Homer,Odyssey: Epithets of Odysseus
“Sing to me, Muse, of the man of many ways…”
1.1 ῎Ανδρα μοι ἔννεπε, Μοῦσα, πολύτροπον, ὃς μάλα πολλὰ
“Send many-minded Odysseus to his own home”
1.83 νοστῆσαι ᾿Οδυσῆα πολύφρονα ὅνδε δόμονδε,
“Ah, you are Odysseus of many-ways….
10.330 ἦ σύ γ’ ᾿Οδυσσεύς ἐσσι πολύτροπος, ὅν τέ μοι αἰεὶ
“[Odysseus] will know how to return, since he is a man of many-devices”
1.205 φράσσεται ὥς κε νέηται, ἐπεὶ πολυμήχανός ἐστιν.
“Divine-raced, son of Laertes, many-deviced Odysseus
5.203 “διογενὲς Λαερτιάδη, πολυμήχαν’ ᾿Οδυσσεῦ,
“If very-clever Odysseus were in these rooms again…”
4.763 εἴ ποτέ τοι πολύμητις ἐνὶ μεγάροισιν ᾿Οδυσσεὺς
“So she spoke, and much-enduring, shining Odysseus shivered”
5.171 ὣς φάτο, ῥίγησεν δὲ πολύτλας δῖος ᾿Οδυσσεύς,
“So she spoke, and much-enduring, shining Odysseus laughed”
13.250 ὣς φάτο, γήθησεν δὲ πολύτλας δῖος ᾿Οδυσσεὺς
“And you, many-pained old man, since a god brought you my way…”

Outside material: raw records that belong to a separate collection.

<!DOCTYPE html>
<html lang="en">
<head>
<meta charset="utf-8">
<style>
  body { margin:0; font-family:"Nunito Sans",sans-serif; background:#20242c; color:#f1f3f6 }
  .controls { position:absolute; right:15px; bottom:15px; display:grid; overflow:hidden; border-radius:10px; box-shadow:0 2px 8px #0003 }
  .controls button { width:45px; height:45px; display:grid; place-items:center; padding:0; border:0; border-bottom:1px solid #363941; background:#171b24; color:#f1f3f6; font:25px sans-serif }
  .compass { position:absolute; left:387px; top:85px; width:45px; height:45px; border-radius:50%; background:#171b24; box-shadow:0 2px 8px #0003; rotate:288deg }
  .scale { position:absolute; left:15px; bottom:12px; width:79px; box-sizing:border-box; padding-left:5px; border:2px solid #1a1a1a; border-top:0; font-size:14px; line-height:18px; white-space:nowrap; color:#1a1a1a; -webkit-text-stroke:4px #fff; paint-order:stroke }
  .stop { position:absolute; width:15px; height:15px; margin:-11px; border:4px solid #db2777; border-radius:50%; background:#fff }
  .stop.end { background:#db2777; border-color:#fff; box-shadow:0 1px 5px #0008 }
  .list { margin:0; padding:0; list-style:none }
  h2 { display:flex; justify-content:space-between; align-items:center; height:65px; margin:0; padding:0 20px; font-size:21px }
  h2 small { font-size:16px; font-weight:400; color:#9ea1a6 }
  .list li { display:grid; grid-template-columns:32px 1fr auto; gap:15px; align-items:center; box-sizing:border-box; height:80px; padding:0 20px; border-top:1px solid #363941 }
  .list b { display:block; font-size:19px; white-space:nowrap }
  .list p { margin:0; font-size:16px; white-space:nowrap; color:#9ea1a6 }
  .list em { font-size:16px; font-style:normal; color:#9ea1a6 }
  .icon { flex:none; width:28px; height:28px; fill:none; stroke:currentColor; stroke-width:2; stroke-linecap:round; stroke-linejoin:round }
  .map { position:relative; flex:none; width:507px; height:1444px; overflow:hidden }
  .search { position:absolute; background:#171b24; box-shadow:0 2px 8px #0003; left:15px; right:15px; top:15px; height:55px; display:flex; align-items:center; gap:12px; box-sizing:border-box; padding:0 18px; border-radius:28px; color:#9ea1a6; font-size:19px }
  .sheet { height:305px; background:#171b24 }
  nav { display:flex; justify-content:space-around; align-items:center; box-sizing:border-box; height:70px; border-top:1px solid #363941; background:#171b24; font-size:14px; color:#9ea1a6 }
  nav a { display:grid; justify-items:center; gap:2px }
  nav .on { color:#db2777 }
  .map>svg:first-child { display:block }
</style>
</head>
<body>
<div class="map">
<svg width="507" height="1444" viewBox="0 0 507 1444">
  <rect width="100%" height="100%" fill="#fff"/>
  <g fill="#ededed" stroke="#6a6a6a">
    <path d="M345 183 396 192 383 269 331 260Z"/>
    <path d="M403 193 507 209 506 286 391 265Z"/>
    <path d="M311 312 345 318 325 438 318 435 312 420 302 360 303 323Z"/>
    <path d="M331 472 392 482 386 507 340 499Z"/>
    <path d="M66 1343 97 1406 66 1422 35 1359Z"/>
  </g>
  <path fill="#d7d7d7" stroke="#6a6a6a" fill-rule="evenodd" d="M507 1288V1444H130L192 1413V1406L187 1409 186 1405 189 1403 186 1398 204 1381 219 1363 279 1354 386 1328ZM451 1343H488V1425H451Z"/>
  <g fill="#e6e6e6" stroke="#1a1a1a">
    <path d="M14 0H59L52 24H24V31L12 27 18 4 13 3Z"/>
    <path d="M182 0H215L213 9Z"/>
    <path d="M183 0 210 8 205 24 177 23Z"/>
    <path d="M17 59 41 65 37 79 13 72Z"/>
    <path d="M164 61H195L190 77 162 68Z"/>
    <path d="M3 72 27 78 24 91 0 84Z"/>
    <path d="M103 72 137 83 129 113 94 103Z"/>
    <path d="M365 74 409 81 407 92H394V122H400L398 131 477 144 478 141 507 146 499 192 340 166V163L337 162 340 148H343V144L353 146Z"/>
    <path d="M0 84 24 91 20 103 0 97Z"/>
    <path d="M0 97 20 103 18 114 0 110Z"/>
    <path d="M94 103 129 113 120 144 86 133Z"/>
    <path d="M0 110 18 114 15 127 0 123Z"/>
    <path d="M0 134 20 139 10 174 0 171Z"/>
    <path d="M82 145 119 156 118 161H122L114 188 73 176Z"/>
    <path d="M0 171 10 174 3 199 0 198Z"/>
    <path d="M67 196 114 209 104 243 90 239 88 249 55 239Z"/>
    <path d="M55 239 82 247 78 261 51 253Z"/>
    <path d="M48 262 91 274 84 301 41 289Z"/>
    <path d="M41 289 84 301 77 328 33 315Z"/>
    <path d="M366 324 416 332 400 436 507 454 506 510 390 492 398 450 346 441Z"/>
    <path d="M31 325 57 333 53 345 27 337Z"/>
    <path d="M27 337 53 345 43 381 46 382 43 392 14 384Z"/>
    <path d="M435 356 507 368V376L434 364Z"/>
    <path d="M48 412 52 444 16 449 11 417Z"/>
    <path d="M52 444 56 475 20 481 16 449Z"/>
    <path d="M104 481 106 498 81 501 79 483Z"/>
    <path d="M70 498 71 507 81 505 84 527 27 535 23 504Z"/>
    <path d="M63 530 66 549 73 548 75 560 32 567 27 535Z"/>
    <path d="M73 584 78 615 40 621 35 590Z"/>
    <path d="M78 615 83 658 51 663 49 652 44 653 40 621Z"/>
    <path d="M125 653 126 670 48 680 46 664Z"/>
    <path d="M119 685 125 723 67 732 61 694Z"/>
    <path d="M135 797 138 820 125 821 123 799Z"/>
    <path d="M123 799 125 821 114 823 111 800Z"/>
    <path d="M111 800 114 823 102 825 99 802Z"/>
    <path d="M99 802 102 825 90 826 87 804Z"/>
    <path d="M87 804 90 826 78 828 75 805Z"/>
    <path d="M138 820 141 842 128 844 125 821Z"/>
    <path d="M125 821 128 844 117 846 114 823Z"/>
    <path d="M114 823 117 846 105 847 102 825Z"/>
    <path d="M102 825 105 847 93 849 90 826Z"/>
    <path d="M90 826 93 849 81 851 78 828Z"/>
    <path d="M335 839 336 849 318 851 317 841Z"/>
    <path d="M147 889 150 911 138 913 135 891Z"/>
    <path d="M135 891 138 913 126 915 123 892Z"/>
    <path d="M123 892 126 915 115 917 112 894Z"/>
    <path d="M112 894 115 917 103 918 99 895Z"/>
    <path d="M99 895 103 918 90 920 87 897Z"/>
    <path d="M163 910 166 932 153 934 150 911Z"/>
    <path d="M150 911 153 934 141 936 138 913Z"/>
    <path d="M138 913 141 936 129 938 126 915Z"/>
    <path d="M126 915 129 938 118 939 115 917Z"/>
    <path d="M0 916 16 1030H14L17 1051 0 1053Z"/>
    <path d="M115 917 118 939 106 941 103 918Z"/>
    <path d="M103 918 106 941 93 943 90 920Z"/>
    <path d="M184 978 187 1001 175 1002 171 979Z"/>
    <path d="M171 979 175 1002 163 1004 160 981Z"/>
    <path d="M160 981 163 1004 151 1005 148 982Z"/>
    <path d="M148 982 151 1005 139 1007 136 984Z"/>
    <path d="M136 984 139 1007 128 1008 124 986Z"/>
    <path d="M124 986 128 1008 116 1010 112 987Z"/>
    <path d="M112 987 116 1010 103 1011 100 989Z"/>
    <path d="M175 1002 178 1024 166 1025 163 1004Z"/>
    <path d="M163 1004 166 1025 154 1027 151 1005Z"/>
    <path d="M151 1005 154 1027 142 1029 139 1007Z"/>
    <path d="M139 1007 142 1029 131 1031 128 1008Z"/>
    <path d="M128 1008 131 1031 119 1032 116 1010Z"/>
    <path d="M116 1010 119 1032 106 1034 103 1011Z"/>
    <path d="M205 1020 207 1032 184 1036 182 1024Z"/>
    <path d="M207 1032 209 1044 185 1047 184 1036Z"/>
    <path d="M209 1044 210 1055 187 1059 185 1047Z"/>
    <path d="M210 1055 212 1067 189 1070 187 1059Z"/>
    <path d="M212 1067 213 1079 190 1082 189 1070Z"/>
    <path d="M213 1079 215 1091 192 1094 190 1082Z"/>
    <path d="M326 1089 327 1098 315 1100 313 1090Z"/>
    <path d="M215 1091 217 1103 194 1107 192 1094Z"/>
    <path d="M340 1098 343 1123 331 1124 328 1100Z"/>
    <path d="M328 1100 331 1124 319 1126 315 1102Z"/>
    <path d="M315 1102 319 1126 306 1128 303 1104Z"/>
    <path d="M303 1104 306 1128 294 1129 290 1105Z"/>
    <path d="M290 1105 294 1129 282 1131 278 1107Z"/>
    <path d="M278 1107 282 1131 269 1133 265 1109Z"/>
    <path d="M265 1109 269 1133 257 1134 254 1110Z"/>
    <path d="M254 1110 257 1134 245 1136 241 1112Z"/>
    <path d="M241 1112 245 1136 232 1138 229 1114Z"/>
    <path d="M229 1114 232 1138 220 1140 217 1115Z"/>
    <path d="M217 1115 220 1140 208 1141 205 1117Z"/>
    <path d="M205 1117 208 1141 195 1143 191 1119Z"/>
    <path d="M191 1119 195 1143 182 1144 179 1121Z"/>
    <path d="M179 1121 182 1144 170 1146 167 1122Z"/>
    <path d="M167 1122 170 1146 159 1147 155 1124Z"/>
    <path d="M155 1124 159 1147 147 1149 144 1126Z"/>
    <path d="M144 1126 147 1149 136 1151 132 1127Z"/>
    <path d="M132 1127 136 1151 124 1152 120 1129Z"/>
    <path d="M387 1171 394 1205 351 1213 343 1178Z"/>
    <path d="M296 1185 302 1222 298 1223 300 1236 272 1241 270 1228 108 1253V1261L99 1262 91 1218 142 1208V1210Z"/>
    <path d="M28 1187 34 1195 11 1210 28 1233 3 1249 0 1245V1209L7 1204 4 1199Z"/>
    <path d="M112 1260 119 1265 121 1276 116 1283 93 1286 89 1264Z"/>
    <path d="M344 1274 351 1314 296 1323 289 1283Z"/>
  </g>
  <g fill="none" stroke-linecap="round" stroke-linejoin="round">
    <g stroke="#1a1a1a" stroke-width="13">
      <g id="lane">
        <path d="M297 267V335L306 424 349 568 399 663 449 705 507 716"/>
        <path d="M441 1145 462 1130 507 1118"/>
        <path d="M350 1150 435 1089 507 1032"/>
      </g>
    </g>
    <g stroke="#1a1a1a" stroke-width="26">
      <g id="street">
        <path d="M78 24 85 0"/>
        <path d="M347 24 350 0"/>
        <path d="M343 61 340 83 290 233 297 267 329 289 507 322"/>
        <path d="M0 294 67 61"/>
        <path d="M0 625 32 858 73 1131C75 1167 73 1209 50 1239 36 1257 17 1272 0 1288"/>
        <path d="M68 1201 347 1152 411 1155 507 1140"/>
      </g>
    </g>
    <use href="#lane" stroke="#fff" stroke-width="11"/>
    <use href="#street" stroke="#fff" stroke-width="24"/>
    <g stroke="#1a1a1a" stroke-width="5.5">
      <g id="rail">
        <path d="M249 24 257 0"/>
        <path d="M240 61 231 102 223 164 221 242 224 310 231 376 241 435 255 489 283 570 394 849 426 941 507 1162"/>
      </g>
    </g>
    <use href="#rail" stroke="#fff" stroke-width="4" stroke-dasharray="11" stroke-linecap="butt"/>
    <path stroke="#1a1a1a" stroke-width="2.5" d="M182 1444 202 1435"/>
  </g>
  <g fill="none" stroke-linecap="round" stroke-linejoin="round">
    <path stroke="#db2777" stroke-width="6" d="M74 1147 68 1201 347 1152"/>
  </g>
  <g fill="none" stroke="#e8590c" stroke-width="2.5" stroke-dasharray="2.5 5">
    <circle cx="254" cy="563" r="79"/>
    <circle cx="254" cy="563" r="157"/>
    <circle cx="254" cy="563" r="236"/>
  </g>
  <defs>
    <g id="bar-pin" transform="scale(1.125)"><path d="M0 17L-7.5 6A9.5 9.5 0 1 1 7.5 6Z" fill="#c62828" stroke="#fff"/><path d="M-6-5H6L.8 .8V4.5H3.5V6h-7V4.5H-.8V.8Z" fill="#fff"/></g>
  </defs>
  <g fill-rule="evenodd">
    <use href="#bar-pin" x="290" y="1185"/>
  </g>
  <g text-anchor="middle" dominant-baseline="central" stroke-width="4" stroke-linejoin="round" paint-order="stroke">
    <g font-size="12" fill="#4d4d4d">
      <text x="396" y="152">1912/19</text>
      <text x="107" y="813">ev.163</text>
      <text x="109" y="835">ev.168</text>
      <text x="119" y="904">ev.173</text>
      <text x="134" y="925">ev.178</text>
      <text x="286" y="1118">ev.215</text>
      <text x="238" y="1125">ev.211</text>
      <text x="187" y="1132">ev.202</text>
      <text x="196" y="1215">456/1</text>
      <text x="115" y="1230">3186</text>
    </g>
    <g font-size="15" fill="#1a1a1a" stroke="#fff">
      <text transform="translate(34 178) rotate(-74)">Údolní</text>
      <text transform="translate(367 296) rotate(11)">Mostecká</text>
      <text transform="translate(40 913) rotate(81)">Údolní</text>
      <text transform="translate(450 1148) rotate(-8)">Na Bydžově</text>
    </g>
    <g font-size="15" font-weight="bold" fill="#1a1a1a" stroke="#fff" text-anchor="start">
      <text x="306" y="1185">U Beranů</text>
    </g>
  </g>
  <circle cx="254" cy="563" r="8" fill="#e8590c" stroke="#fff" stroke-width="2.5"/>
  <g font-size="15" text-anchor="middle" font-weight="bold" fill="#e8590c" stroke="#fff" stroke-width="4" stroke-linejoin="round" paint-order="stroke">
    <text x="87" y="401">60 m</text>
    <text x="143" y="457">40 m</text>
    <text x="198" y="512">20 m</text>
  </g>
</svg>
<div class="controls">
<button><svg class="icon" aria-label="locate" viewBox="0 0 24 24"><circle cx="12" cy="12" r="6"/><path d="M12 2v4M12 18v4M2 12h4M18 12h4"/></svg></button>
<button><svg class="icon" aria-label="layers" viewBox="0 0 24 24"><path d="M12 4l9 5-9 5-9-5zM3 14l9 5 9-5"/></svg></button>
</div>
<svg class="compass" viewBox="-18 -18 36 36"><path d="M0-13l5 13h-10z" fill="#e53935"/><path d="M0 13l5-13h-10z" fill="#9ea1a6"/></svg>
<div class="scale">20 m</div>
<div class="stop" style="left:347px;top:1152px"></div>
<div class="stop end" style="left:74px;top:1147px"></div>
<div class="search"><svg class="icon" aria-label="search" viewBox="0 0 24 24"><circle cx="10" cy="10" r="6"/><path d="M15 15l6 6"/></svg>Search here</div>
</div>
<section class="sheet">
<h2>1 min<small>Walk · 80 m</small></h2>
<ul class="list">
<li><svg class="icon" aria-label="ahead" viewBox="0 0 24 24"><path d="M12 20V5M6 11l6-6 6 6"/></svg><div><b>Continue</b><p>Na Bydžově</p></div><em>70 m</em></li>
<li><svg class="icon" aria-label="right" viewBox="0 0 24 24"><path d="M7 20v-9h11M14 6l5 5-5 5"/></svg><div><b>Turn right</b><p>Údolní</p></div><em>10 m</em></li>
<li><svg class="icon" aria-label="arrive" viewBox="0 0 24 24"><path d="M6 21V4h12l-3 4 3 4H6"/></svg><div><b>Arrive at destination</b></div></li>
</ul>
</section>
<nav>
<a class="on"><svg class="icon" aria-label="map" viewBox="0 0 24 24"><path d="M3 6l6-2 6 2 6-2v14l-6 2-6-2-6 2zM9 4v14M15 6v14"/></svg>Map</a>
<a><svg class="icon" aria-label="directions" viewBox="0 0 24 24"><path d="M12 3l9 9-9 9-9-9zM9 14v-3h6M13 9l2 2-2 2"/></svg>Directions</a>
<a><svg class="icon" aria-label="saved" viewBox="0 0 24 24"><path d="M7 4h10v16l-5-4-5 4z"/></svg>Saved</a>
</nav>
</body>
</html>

14.386 καὶ σύ, γέρον πολυπενθές, ἐπεί σέ μοι ἤγαγε δαίμων,
“They would not conquer me. I am truly much-enduring”
18.319 οὔ τί με νικήσουσι· πολυτλήμων δὲ μάλ’ εἰμί.”
“…I am a man of many-sorrows…”
19.118 μνησαμένῳ· μάλα δ’ εἰμὶ πολύστονος· οὐδέ τί με χρὴ
“…he is much-prayed for…”
19.404 παιδὸς παιδὶ φίλῳ· πολυάρητος δέ τοί ἐστι.”
Schol. ad Demosthenes. Orat. 20
“For a man of many ways changes himself in accordance with the nature of the matters at hand.”
πολύτροπος γὰρ ὁ ἀνὴρ καὶ πρὸς τὴν τῶν πραγμά-των φύσιν συμμεταβάλλεται.
Schol. ad Odysseam 1.50 ex
“Antisthenes in interpreting this asks “why, then, is wretched Odysseus called polytropos? Really, this is the way to mark him out as wise. Isn’t it true that his manner never indicates his character, but that instead it signals his use of speech? The man who has a character difficult to penetrate is well-turned. These sorts of inventions of words are tropes/ways/manners”
λύων οὖν ὁ ᾿Αντισθένης φησὶ, Τί οὖν; ἆρά γε πονηρὸς ὁ ᾿Οδυσσεὺς ὅτι πολύτροπος ἐκλήθη; καὶ μὴν διότι σοφὸς οὕτως αὐτὸν προσείρηκε. μήποτε οὖν ὁ τρόπος τὸ μέν τι σημαίνει τὸ ἦθος, τὸ δέ τι σημαίνει τὴν τοῦ λόγου χρῆσιν; εὔτροπος γὰρ ἀνὴρ ὁ τὸ ἦθος ἔχων εἰς τὸ εὖ τετραμμένον· τρόποι δὲ λόγων αἱ ποιαὶ πλάσεις.
John Peradotto. Man in the Middle Voice: Name and Narration in the Odyssey. Princeton: Princeton University Press, 1990: 44
“Events in a narrative are determined by its end. In the telling, however, a narrative gives us the illusion of being motivated, as a historical account appears to be motivated, from the opposite direction, from beginning to end…It is in effect a process of retroactive necessity in composition generating in performance, the illusion of progressive contingency.”